The row over the anti-racism gesture has overshadowed England’s preparations for the tournament and there are fears of further unrest when Gareth Southgate’s side open their campaign. A loud minority of supporters booed before friendlies against Austria and Romania in Middlesbrough, and the heated nature of the dispute moved the FA to appeal for the fans to come together.
“As the team has reiterated many times, they will collectively take the knee ahead of their fixtures during the tournament,” English football’s governing body said. “They are doing this as a mechanism of peacefully protesting against discrimination, injustice and inequality. This is personally important to the players and the values the team collectively represents.
“This gesture of unity and fighting against inequality can be traced back as far as the 18th century. It is not new, and English football has made it very clear that it does not view this as being aligned to a political organisation or ideology. There can be no doubt as to why the players are taking the knee and what it represents in a footballing context.
“We encourage those that oppose this action to reflect on the message you are sending to the players you are supporting. Please respect their wishes and remember that we should all be united in the fight to tackle discrimination. Together. They will do their best for you. Please do your best for them.”
The FA ,which also released a video focusing on the power of unity in the stands, supports the team’s determination to keep taking the knee. Southgate has said the booing feels like an attack on England’s black players and Jordan Henderson, the vice-captain, believes that the negative response shows that racism remains a problem in society.
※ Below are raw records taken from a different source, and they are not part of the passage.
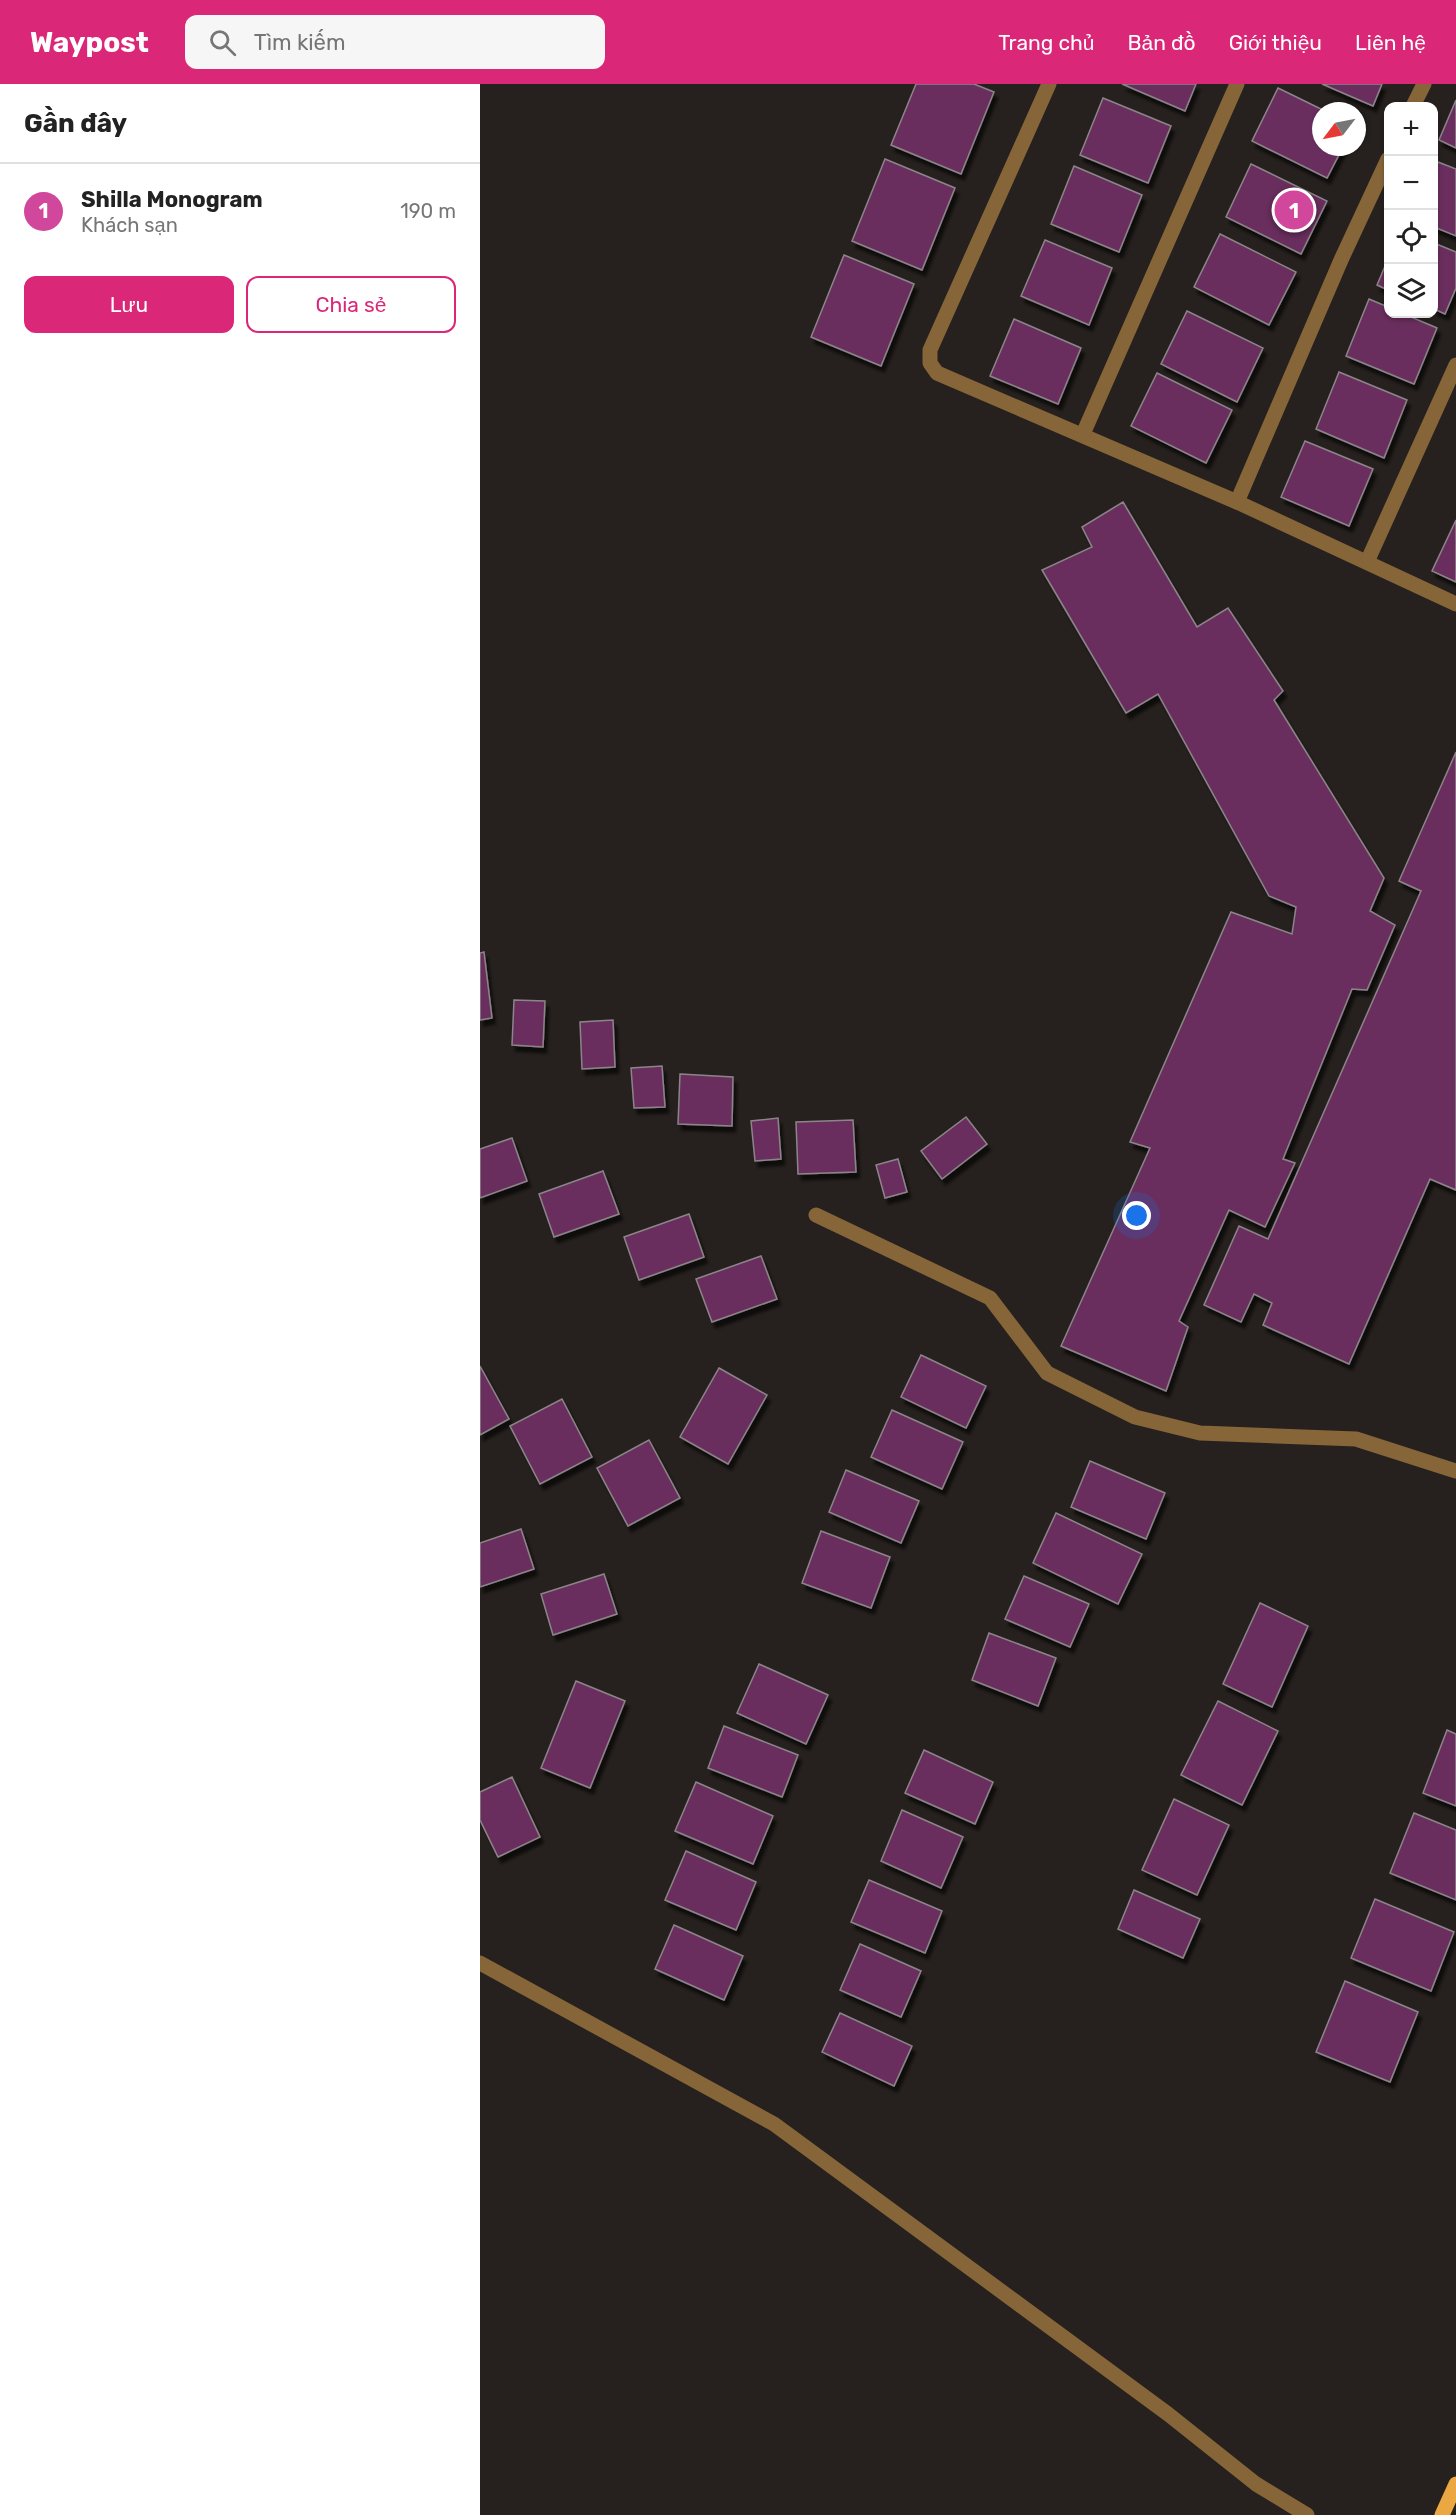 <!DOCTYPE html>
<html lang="vi">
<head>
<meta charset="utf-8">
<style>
	body { margin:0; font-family:Rubik,sans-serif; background:#f6f6f6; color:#222 }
	.controls { position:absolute; right:18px; top:18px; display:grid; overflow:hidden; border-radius:12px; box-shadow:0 2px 4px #0004 }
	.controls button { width:54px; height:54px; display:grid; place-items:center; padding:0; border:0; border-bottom:2px solid #e0e0e0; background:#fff; color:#222; font:30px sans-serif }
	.compass { position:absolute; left:832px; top:18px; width:54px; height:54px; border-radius:50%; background:#fff; box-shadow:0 2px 4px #0004; rotate:238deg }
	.you { position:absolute; left:657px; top:1132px; width:21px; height:21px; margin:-15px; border:4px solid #fff; border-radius:50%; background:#1a73e8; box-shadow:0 0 0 9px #1a73e833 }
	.badge { display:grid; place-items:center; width:39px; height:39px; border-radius:50%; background:#db2777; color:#fff; font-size:20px; font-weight:700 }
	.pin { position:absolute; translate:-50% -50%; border:3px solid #fff; box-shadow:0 2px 6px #0006 }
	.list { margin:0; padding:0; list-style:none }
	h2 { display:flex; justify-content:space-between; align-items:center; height:78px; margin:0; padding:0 24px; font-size:26px }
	h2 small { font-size:20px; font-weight:400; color:#767676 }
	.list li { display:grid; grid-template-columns:39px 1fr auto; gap:18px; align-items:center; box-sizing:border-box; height:96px; padding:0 24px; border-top:2px solid #e0e0e0 }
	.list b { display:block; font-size:22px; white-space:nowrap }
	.list p { margin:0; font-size:20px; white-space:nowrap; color:#767676 }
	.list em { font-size:20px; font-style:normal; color:#767676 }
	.actions { display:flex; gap:12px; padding:18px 24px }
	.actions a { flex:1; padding:14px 0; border:2px solid #db2777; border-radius:12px; text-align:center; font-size:21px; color:#db2777 }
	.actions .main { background:#db2777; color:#fff }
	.icon { flex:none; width:33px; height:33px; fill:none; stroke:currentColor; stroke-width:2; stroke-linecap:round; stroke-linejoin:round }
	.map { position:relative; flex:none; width:976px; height:2431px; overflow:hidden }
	header { display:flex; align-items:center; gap:36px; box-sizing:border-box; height:84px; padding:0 30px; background:#db2777; color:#fff }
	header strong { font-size:28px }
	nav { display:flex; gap:33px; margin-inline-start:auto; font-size:21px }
	.search { width:420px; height:54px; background:#f6f6f6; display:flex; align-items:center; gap:15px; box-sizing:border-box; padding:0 21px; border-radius:12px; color:#767676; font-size:22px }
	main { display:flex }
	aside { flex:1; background:#fff }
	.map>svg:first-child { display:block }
	.building { fill:#692f5d; stroke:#8b8589; stroke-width:1.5; filter:url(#shadow) }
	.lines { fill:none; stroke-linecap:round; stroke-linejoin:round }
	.minor { stroke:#866539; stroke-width:15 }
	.major { stroke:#eba741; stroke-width:15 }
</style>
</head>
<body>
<header>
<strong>Waypost</strong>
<div class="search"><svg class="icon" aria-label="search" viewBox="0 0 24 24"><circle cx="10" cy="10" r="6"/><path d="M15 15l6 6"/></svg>Tìm kiếm</div>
<nav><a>Trang chủ</a><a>Bản đồ</a><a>Giới thiệu</a><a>Liên hệ</a></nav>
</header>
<main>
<aside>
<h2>Gần đây<small></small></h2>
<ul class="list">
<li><span class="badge" style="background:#d1479c">1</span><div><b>Shilla Monogram</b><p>Khách sạn</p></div><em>190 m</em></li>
</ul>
<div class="actions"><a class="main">Lưu</a><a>Chia sẻ</a></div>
</aside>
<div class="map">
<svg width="976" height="2431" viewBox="0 0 976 2431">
	<defs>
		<filter id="shadow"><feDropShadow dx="3.5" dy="6" stdDeviation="1.5" flood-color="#0009"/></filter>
	</defs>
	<rect width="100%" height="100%" fill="#26211e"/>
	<!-- building -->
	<g class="building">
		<path d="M436 0H494L514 8 481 90 411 61Z"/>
		<path d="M642 0H716L705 27Z"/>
		<path d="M842 0H902L893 22Z"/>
		<path d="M798 4 845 27H841V63H863L847 94 772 57Z"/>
		<path d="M623 14 691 42 668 99 600 71Z"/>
		<path d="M976 16V64L959 56Z"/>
		<path d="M405 75 475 104 442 186 372 157Z"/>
		<path d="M958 78 976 85V152L954 143V89Z"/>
		<path d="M771 80 847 117 821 170 746 133Z"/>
		<path d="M594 82 662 111 639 168 571 140Z"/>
		<path d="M740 150 816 188 789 241 714 203Z"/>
		<path d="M565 156 632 184 609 241 541 212Z"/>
		<path d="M954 159 976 168V204L965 230 954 225Z"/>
		<path d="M364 171 434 200 401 282 331 253Z"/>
		<path d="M908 175V206L897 201Z"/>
		<path d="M889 215 908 223V230H924L957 244 934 300 866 272Z"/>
		<path d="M707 227 783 264 757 318 681 280Z"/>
		<path d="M534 235 601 264 578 320 510 292Z"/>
		<path d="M859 288 927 316 904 374 836 345Z"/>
		<path d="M677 289 752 326 726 379 651 342Z"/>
		<path d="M825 357 893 385 869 442 801 413Z"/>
		<path d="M643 418 717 543 748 524 803 607 794 616 904 794 890 827 915 841 887 906 872 905 803 1075 815 1079 785 1143 749 1126 699 1237 708 1243 686 1307 581 1262 670 1064 650 1058 751 828 812 850 816 823 789 812 678 610 646 629 562 486 612 463 602 443Z"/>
		<path d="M976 436V498L952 487Z"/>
		<path d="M976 668V1106L950 1095 869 1280 783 1241 792 1219 774 1210 761 1238 724 1221 759 1142 788 1155 941 807 919 797Z"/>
		<path d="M4 868 12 934 0 936V869Z"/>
		<path d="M34 916 65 917 63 963 32 961Z"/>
		<path d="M133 936 135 983 102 985 100 938Z"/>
		<path d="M182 982 185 1023 154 1024 151 984Z"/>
		<path d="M200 990 253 993 252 1042 198 1040Z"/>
		<path d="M486 1033 507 1060 462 1095 441 1067Z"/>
		<path d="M298 1034 301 1075 275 1077 271 1037Z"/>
		<path d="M373 1036 376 1088 318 1090 316 1038Z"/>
		<path d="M32 1054 47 1097 0 1114V1065Z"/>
		<path d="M418 1075 427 1108 405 1114 396 1081Z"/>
		<path d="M123 1087 139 1130 74 1153 59 1110Z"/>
		<path d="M209 1130 224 1173 159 1196 144 1153Z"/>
		<path d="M281 1172 297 1215 232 1238 216 1195Z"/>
		<path d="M441 1271 506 1302 486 1344 421 1313Z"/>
		<path d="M0 1282 29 1335 0 1351Z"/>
		<path d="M239 1284 287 1311 248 1380 200 1353Z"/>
		<path d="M82 1315 112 1373 60 1400 30 1342Z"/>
		<path d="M412 1326 483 1358 462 1405 391 1373Z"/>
		<path d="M169 1356 200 1414 148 1442 117 1384Z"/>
		<path d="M610 1377 685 1409 666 1455 591 1423Z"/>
		<path d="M366 1386 439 1417 421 1459 349 1428Z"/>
		<path d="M576 1429 662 1470 638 1520 553 1479Z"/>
		<path d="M41 1445 54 1485 0 1503V1459Z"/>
		<path d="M341 1447 410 1473 391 1524 322 1499Z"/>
		<path d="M124 1490 137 1530 73 1551 61 1510Z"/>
		<path d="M544 1492 609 1520 590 1563 525 1535Z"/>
		<path d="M780 1519 828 1542 792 1623 743 1600Z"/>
		<path d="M509 1549 576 1574 558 1622 492 1596Z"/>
		<path d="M279 1580 348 1611 326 1660 257 1629Z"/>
		<path d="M96 1597 145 1617 110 1704 61 1684Z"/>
		<path d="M738 1617 798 1647 762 1721 701 1691Z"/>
		<path d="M244 1642 318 1671 302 1713 228 1684Z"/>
		<path d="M967 1646 976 1650V1722L943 1709Z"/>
		<path d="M444 1666 513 1698 495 1740 425 1709Z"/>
		<path d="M32 1693 60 1753 18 1773 0 1736V1708Z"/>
		<path d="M216 1698 293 1732 273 1780 195 1747Z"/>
		<path d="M694 1715 749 1741 717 1811 662 1786Z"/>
		<path d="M422 1726 483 1753 461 1804 401 1777Z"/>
		<path d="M934 1729 976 1746V1816L910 1789Z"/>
		<path d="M206 1767 276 1798 256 1846 185 1816Z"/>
		<path d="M389 1796 462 1827 445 1869 371 1838Z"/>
		<path d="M654 1806 720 1835 703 1874 638 1845Z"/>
		<path d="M895 1815 974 1848 951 1907 871 1874Z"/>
		<path d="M194 1841 263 1872 244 1916 175 1885Z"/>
		<path d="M380 1860 441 1887 421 1933 360 1906Z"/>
		<path d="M865 1897 938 1928 910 1998 836 1968Z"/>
		<path d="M360 1929 432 1962 414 2002 342 1968Z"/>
	</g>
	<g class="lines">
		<!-- minor -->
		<g class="minor">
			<path d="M569 0 450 266V279L457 289 757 418 976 520"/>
			<path d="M933 22 944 0"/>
			<path d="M603 350 757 0"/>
			<path d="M757 418 861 176 908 75"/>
			<path d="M887 478 976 281"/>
			<path d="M336 1131 510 1214 567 1289 655 1333 720 1349 876 1355 976 1387"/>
			<path d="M0 1879 294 2040 688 2330 776 2400 827 2431"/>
		</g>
		<!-- major -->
		<path class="major" d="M962 2431 976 2400"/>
	</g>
</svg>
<div class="controls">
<button>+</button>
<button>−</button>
<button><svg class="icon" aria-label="locate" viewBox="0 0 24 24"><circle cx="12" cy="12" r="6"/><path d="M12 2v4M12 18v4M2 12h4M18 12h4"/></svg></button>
<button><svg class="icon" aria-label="layers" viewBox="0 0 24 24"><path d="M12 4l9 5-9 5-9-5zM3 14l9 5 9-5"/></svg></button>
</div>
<svg class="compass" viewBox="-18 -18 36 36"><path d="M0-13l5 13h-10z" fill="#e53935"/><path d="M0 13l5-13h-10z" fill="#767676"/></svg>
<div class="you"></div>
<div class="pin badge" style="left:814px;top:126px;background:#d1479c">1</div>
</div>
</main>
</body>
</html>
There is a growing weariness within the 26-man squad about having to defend their anti-racism stance. England’s players have rejected the idea the gesture is a political act and were surprised to hear themselves booed by a section of their own fans. The fear is that the row will hurt England’s focus as they attempt to become European champions for the first time. The debate has even drawn attention from outside the sport, with Keir Starmer accusing Boris Johnson of undermining the team with his reluctance to condemn the booing last week.
“He didn’t have the courage to side with the players,” the Labour leader said. “Compare and contrast him and Gareth Southgate on this. He didn’t have the courage to stand by the England team and he’s wrong about that, and that’s a failure of leadership.”
No 10 moderated its view on Friday. Asked if Johnson condemned fans booing, his spokesperson said: “The PM has spoken before about his desire for everybody to get behind the national team. The PM would like to see everyone getting behind the team to cheer them on – not boo.”